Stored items
╔══

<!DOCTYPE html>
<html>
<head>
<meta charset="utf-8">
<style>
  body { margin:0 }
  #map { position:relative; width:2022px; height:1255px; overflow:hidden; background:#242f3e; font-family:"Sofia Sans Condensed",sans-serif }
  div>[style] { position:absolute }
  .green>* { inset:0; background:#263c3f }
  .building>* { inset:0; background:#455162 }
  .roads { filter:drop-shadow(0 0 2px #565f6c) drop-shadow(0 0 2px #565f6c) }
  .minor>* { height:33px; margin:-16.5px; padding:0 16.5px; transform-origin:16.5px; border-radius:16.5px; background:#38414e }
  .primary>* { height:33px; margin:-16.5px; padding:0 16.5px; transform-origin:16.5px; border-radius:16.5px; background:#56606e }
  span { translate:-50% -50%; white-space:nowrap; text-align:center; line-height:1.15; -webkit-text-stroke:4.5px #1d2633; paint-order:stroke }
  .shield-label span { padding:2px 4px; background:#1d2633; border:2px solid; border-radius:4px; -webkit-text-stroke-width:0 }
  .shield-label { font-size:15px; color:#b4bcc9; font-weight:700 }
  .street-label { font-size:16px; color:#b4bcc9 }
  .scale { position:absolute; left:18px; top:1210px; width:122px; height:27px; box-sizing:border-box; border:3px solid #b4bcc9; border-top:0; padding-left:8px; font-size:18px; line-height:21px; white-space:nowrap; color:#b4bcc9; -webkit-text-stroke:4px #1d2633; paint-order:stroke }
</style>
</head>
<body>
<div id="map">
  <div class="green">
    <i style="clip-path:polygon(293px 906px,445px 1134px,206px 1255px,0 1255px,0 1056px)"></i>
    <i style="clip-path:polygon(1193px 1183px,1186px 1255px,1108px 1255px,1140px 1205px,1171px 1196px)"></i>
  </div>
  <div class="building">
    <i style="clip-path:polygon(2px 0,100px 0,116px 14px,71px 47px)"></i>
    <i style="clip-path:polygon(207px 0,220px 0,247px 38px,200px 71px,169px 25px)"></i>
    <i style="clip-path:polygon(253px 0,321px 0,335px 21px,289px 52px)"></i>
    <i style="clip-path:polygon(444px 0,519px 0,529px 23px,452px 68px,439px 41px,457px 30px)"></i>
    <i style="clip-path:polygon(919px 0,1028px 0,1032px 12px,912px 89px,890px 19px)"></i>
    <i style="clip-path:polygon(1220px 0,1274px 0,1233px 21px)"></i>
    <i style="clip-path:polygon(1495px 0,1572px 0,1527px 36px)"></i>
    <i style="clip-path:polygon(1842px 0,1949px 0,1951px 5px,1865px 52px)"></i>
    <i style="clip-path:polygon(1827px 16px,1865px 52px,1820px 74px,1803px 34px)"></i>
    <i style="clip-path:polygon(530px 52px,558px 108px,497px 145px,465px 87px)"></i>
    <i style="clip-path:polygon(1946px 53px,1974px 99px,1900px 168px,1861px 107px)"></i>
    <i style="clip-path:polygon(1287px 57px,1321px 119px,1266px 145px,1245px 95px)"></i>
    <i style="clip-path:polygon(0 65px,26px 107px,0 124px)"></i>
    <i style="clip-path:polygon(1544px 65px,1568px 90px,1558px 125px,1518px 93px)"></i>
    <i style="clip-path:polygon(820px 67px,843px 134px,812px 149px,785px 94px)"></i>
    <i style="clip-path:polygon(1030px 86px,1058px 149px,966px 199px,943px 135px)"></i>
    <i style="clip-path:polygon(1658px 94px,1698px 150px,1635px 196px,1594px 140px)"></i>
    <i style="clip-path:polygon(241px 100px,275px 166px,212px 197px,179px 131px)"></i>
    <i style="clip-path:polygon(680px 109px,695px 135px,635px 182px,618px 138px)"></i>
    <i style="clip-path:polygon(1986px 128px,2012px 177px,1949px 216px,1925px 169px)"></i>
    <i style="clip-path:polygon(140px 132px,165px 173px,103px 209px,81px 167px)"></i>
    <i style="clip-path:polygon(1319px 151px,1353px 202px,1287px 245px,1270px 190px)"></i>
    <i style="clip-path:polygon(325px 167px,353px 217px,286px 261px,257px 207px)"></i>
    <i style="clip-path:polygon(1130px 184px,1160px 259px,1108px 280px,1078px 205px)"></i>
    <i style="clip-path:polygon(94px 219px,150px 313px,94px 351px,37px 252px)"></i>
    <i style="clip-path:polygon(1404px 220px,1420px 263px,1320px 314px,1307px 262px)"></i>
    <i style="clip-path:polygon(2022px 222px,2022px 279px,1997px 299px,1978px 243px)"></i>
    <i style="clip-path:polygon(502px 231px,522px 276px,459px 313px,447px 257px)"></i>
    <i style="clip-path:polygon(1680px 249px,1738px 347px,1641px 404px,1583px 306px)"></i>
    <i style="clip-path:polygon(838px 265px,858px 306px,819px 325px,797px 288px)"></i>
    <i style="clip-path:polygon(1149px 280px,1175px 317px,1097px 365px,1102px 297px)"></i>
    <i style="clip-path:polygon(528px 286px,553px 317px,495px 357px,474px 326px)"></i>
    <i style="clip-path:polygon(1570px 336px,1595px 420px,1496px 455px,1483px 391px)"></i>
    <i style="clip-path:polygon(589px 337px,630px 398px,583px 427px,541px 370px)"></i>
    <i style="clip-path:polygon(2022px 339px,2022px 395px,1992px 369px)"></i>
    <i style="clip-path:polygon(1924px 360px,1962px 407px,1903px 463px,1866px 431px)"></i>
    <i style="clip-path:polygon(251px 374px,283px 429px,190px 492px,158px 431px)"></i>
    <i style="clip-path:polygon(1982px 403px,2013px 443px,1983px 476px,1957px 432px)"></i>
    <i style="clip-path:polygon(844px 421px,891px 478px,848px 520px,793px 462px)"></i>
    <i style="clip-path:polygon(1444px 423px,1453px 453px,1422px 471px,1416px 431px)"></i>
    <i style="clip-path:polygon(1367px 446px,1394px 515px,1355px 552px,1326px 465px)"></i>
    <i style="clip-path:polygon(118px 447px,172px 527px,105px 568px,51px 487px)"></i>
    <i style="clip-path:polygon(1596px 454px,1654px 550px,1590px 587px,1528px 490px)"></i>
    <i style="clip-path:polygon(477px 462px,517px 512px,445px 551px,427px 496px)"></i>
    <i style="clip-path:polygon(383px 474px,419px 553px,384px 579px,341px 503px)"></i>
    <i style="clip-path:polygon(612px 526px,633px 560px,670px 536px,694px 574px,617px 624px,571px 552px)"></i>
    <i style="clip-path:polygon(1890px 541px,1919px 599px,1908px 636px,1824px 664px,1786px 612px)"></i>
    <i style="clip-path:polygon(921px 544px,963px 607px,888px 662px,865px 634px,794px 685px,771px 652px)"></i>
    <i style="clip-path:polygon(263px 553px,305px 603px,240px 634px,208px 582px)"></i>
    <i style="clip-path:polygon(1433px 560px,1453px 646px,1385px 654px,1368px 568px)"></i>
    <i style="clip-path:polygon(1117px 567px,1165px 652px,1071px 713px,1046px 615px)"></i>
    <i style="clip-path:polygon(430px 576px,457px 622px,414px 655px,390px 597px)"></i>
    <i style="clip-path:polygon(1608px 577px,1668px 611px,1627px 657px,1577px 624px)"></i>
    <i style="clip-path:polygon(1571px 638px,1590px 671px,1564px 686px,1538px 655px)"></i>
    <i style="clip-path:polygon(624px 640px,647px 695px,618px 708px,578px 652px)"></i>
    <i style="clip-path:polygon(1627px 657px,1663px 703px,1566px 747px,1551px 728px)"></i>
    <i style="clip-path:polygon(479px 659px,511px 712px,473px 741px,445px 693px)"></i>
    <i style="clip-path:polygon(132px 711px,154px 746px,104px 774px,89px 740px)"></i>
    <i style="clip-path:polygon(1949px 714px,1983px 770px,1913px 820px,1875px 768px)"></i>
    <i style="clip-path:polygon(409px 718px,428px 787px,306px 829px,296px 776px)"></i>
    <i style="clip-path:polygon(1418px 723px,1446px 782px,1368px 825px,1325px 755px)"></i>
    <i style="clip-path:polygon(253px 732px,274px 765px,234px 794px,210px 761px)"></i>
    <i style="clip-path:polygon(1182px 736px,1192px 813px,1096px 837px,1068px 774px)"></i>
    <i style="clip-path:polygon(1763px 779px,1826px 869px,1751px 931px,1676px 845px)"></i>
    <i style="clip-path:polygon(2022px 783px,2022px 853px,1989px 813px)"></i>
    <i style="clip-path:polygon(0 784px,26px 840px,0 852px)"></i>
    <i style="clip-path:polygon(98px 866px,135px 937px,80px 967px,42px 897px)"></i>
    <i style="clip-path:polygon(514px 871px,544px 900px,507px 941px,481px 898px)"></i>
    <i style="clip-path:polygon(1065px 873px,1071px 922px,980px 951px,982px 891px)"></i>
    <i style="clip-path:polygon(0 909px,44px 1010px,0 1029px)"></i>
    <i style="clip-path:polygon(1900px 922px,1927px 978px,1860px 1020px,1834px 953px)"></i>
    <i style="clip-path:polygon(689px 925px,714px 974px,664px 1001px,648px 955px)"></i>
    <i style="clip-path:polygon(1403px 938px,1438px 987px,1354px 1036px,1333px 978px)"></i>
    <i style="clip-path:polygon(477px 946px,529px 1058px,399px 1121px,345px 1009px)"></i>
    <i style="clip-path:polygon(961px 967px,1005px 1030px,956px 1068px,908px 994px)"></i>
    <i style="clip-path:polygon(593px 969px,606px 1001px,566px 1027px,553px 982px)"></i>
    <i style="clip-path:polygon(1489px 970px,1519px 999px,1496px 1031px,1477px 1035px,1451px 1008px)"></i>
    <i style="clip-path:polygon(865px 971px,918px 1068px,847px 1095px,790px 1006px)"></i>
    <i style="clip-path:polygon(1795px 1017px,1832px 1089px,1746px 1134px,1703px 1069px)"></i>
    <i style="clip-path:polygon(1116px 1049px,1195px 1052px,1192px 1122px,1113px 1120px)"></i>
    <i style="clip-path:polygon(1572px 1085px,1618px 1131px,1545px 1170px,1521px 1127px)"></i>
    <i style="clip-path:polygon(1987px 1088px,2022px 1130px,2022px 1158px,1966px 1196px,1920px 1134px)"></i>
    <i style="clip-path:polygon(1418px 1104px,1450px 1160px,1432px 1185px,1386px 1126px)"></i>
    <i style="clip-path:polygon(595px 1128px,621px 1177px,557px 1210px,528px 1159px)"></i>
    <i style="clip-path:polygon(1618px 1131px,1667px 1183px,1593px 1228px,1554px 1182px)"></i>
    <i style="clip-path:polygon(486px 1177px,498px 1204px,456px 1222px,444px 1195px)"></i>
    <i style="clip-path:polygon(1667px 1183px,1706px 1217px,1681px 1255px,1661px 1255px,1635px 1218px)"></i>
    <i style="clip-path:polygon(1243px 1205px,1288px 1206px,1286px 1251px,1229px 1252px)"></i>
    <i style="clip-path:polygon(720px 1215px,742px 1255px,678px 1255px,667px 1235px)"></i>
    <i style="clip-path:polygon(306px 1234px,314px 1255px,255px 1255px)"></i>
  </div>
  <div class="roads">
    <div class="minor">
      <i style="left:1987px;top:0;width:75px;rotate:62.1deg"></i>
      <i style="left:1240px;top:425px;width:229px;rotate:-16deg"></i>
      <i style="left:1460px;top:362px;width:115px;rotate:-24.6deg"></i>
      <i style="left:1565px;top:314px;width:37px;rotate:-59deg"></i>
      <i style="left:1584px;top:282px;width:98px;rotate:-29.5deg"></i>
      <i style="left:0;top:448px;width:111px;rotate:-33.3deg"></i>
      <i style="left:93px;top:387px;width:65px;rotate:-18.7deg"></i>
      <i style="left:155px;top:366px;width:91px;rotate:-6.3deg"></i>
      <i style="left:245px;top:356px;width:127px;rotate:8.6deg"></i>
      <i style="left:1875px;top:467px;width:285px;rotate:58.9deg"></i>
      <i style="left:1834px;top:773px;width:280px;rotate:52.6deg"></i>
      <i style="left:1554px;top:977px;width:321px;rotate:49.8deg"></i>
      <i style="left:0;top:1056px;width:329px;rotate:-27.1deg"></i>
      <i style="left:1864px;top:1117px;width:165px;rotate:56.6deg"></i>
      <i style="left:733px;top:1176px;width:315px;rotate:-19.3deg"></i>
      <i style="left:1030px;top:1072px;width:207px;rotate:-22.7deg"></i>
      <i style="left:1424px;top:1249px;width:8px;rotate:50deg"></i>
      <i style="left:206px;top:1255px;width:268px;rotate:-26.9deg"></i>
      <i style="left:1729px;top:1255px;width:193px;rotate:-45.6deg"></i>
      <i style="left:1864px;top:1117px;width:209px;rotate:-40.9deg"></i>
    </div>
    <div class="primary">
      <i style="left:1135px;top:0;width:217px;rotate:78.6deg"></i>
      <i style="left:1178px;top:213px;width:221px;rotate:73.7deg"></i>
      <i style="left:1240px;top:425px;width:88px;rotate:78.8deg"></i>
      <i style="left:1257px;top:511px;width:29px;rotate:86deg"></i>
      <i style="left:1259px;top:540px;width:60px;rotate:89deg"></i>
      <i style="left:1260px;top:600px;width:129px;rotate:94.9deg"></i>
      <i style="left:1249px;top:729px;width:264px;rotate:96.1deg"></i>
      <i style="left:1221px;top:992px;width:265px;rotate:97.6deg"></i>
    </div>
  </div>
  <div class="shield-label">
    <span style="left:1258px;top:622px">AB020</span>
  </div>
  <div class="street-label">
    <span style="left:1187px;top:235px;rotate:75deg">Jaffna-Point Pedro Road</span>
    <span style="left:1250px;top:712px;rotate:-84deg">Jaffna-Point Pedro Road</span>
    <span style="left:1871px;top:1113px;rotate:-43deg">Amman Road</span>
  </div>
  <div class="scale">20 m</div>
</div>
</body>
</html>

╚══

The problem
Begin at the first line of the entries above and copy every line exactly, ending with the line that contains "filter:drop-shadow(0 0 2px".

Written solution
<!DOCTYPE html>
<html>
<head>
<meta charset="utf-8">
<style>
  body { margin:0 }
  #map { position:relative; width:2022px; height:1255px; overflow:hidden; background:#242f3e; font-family:"Sofia Sans Condensed",sans-serif }
  div>[style] { position:absolute }
  .green>* { inset:0; background:#263c3f }
  .building>* { inset:0; background:#455162 }
  .roads { filter:drop-shadow(0 0 2px #565f6c) drop-shadow(0 0 2px #565f6c) }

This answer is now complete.